* _Exercise input_:
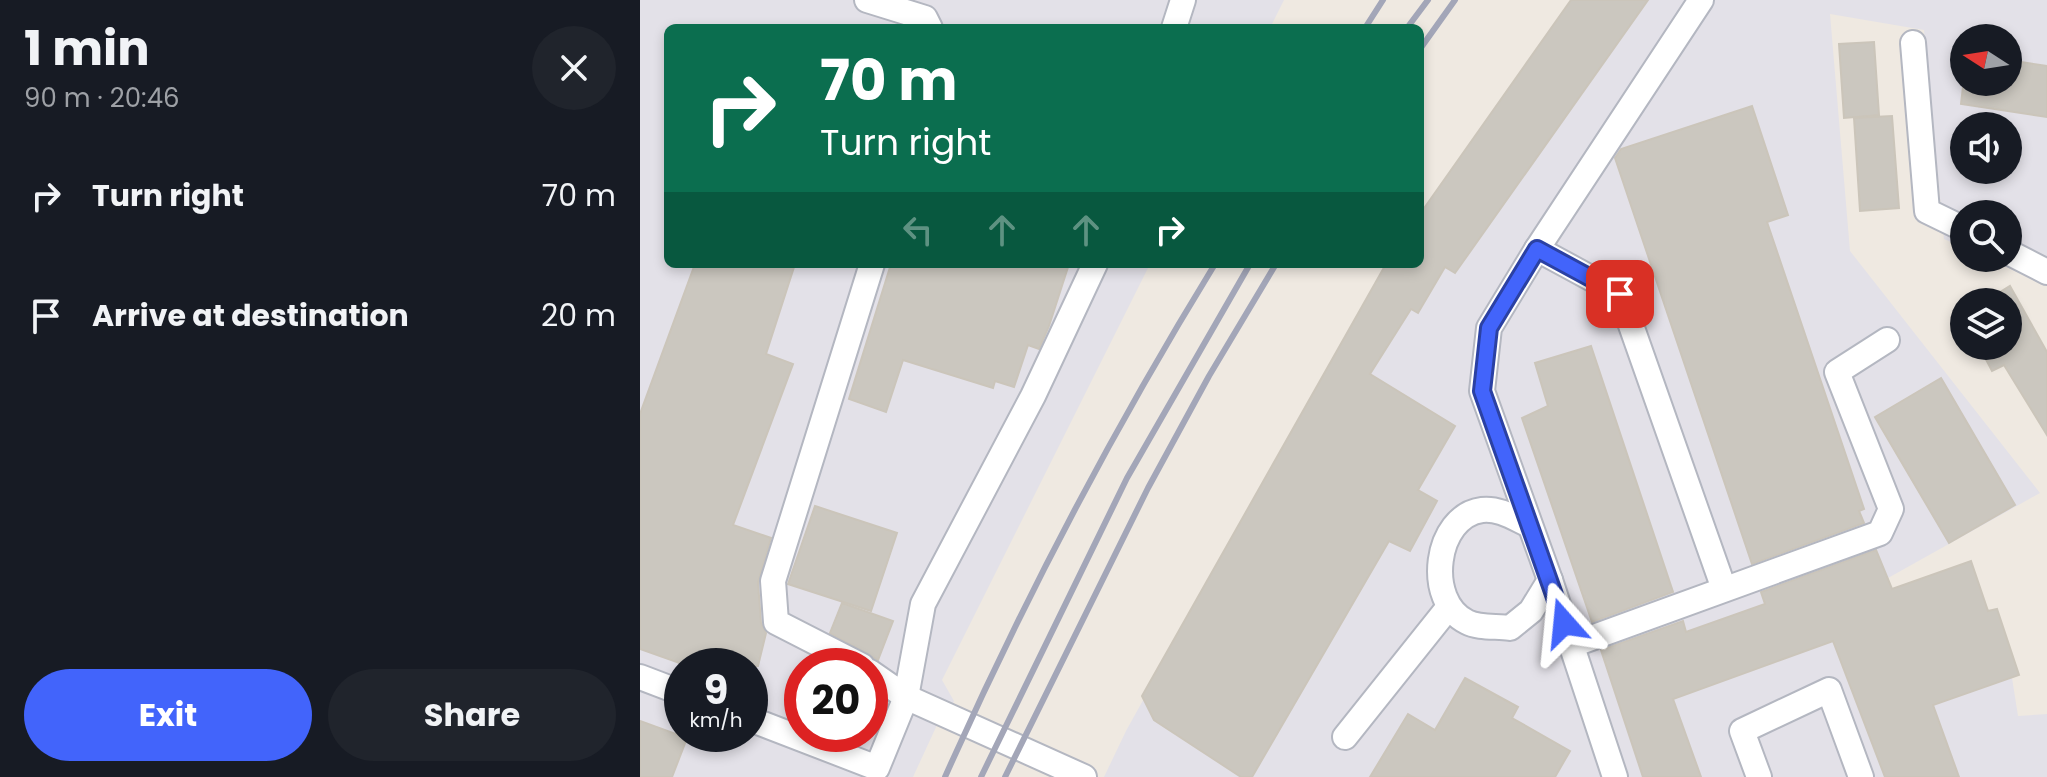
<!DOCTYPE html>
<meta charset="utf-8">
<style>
:root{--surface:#171b24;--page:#20242c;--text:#f1f3f6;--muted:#9ea1a6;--accent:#4264fb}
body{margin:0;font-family:Poppins,sans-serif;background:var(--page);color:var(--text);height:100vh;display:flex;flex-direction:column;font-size:30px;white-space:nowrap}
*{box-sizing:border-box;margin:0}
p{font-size:26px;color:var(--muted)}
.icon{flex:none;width:44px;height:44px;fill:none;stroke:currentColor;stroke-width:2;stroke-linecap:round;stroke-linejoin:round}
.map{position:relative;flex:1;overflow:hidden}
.side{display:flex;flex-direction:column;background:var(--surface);width:640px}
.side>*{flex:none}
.hud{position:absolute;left:24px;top:24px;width:760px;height:244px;border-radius:12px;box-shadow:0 4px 12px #0003;background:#0b6e4f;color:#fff;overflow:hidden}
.needle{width:52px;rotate:282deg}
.buttons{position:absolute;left:1310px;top:24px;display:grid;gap:16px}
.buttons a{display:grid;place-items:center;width:72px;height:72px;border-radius:50%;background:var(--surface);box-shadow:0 4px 12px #0003;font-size:40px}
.speed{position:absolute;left:24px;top:648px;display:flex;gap:16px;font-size:40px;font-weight:700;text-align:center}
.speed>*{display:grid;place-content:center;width:104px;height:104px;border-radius:50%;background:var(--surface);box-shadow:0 4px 12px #0003;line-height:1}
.speed small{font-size:20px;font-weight:400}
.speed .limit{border:12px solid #d22;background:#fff;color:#111}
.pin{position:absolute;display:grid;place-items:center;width:68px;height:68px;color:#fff;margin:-34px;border-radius:16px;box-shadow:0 4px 12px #0006}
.me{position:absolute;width:88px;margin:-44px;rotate:342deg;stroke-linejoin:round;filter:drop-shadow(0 0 6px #0008)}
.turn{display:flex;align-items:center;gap:28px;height:168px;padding:0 24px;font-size:36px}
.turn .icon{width:104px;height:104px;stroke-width:2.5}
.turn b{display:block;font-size:56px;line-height:68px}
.lanes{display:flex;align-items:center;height:76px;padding:0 24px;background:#0003;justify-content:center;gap:40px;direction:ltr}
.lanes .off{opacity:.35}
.round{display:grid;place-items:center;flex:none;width:84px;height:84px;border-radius:42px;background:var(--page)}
.overview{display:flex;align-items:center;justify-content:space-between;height:136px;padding:0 24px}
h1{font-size:48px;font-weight:700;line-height:60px}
.button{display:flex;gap:16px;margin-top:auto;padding:16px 24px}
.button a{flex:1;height:92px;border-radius:48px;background:var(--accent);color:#fff;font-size:32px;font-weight:700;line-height:92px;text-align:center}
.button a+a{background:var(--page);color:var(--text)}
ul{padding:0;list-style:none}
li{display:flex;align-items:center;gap:24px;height:120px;padding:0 24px}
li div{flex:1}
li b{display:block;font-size:30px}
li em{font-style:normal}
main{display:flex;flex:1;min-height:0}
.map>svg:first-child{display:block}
.industrial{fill:#e3e1e8;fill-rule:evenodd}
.building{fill:#cbc7bf;stroke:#cbc5ba;stroke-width:2}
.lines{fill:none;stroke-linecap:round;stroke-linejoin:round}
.service-casing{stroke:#b4b7c1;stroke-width:28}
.service{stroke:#fff;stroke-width:24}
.rail{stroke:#a3a6b8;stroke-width:6}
.route-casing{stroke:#2b41a3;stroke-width:20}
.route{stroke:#4264fb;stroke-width:14}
</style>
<main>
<section class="side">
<div class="overview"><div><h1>1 min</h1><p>90 m · 20:46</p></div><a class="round"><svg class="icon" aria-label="close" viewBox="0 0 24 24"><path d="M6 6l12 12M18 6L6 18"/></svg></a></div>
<ul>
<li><svg class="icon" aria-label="right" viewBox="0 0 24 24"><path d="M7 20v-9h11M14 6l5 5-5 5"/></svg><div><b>Turn right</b></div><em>70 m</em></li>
<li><svg class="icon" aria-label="arrive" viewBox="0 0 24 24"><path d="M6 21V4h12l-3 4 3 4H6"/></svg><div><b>Arrive at destination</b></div><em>20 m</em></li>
</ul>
<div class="button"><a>Exit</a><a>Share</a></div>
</section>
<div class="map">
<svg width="1407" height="777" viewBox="0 0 1407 777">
<rect width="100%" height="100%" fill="#efe9e1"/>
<!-- industrial -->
<g class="industrial">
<path d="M 0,0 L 644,0 L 630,28 L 28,28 L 28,264 L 510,264 L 302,680 L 314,701 L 303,726 L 297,725 L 273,777 L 0,777 ZM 42,666 L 110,666 L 110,734 L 42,734 ZM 162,666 L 230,666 L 230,734 L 162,734 Z"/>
<path d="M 933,0 L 1407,0 L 1407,286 L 1347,258 L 1368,258 L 1368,214 L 1324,214 L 1324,248 L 1304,239 L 1284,30 L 1190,14 L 1210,251 L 1400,493 L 1248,578 L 1261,617 L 1340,689 L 1372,678 L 1378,716 L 1407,714 L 1407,777 L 464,777 L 486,731 L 745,264 L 780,264 L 780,213 ZM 1324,38 L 1368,38 L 1368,82 L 1324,82 ZM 1324,126 L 1368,126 L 1368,170 L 1324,170 Z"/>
</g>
<!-- building -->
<g class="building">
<polygon points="931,0 1008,0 815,273 805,267 778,313 771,309 730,374 815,426 778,490 797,501 770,551 749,541 612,777 601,777 514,720 502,696 746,264 780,264 780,214"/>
<polygon points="1234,42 1239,115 1204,118 1199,44"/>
<polygon points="1368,60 1407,66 1407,117 1321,104 1324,78 1324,82 1368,82"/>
<polygon points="1112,106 1148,215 1127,222 1224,509 1219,511 1224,523 1112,564 975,158 981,149"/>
<polygon points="1252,116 1259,208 1220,211 1214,118"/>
<polygon points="55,264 155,264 126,354 153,364 93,525 131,538 118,582 121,623 126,633 118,666 48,666 0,649 0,414"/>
<polygon points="251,264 429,264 409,326 399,349 388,345 374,387 355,381 353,388 263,360 246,412 209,399"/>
<polygon points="1370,286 1407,352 1407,435 1364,365 1352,371 1339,346 1368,346 1368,302 1344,302"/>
<polygon points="951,346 1033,592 952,622 882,418 908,406 895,363"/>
<polygon points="1301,378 1375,505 1309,543 1235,417"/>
<polygon points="175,506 257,533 231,611 148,584"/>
<polygon points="1236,550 1252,589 1331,561 1348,611 1357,609 1379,675 1293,705 1319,777 1245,777 1193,641 1033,699 1061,777 1003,777 961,650 1043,621 1046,632 1125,604 1121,592"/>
<polygon points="202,603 253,621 238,660 190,633"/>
<polygon points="825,678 878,707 872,718 930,751 915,777 730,777 768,714 795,730"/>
<polygon points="0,721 47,738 32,777 0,777"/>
</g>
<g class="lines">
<!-- service casing -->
<g class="service-casing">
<g id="service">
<polyline points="227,0 285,18 290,28"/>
<polyline points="534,28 543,0"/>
<polyline points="1273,43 1287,211 1324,229"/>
<polyline points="897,249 980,294 1084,589"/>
<polyline points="1368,252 1407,272"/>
<path d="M 889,525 C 874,518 859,508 842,510 C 795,516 784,601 827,622 C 838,628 857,626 870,628 L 891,611 L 910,580"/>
<polyline points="932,645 1240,533 1251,509 1197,372 1247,340"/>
<polyline points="222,666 136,622 133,581 232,264"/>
<polyline points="230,672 266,697 283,604 393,396 455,264"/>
<polyline points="0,677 42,693"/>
<polyline points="110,719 237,768 266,697 444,777"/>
<polyline points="705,737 808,608"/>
<polyline points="975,777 910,580 842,391 849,328 897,249 1061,0"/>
<polyline points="1119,777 1102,731 1189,690 1221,777"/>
</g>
</g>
<!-- service -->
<use href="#service" class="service"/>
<!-- rail -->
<g class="rail">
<polyline points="725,28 743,0"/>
<polyline points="767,28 788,0"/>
<polyline points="780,49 815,0"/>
<path d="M 305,777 C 382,604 476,425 575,264"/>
<polyline points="341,777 487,478 610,264"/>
<polyline points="365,777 508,488 569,376 636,264"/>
</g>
</g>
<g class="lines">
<!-- route casing -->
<g class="route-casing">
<polyline id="route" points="924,623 842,391 849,328 897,249 980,294"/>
</g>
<!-- route -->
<use href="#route" class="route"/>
</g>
</svg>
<div class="buttons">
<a><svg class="needle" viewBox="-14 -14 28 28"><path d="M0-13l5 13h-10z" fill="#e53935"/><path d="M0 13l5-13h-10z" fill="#9ea1a6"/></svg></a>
<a><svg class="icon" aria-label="sound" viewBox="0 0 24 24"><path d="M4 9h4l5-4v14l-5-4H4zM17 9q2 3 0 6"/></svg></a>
<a><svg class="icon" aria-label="search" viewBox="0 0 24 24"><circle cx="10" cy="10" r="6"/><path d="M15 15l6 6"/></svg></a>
<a><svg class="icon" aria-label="layers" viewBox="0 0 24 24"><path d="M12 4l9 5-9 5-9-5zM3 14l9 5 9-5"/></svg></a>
</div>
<div class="speed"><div>9<small>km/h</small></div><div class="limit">20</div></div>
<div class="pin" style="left:980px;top:294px;background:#d93025"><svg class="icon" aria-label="arrive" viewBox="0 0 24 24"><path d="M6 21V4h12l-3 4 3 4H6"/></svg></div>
<svg class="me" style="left:924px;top:623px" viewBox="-20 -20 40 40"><path d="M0-17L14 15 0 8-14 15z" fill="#4264fb" stroke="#fff" stroke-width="4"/></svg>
<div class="hud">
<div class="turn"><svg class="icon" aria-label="right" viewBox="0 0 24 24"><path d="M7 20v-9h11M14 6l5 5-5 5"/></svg><div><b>70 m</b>Turn right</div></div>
<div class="lanes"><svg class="icon off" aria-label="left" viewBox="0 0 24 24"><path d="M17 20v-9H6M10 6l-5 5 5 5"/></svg><svg class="icon off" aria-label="ahead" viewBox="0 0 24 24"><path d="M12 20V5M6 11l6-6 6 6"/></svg><svg class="icon off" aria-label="ahead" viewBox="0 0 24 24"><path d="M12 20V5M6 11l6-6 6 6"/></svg><svg class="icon" aria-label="right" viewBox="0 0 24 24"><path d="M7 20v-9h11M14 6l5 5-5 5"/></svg></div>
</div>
</div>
</main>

* _About this exercise_:
Look through the listing above and count the lines where the string "position" appears. Report the number only.

* _Result below_:
6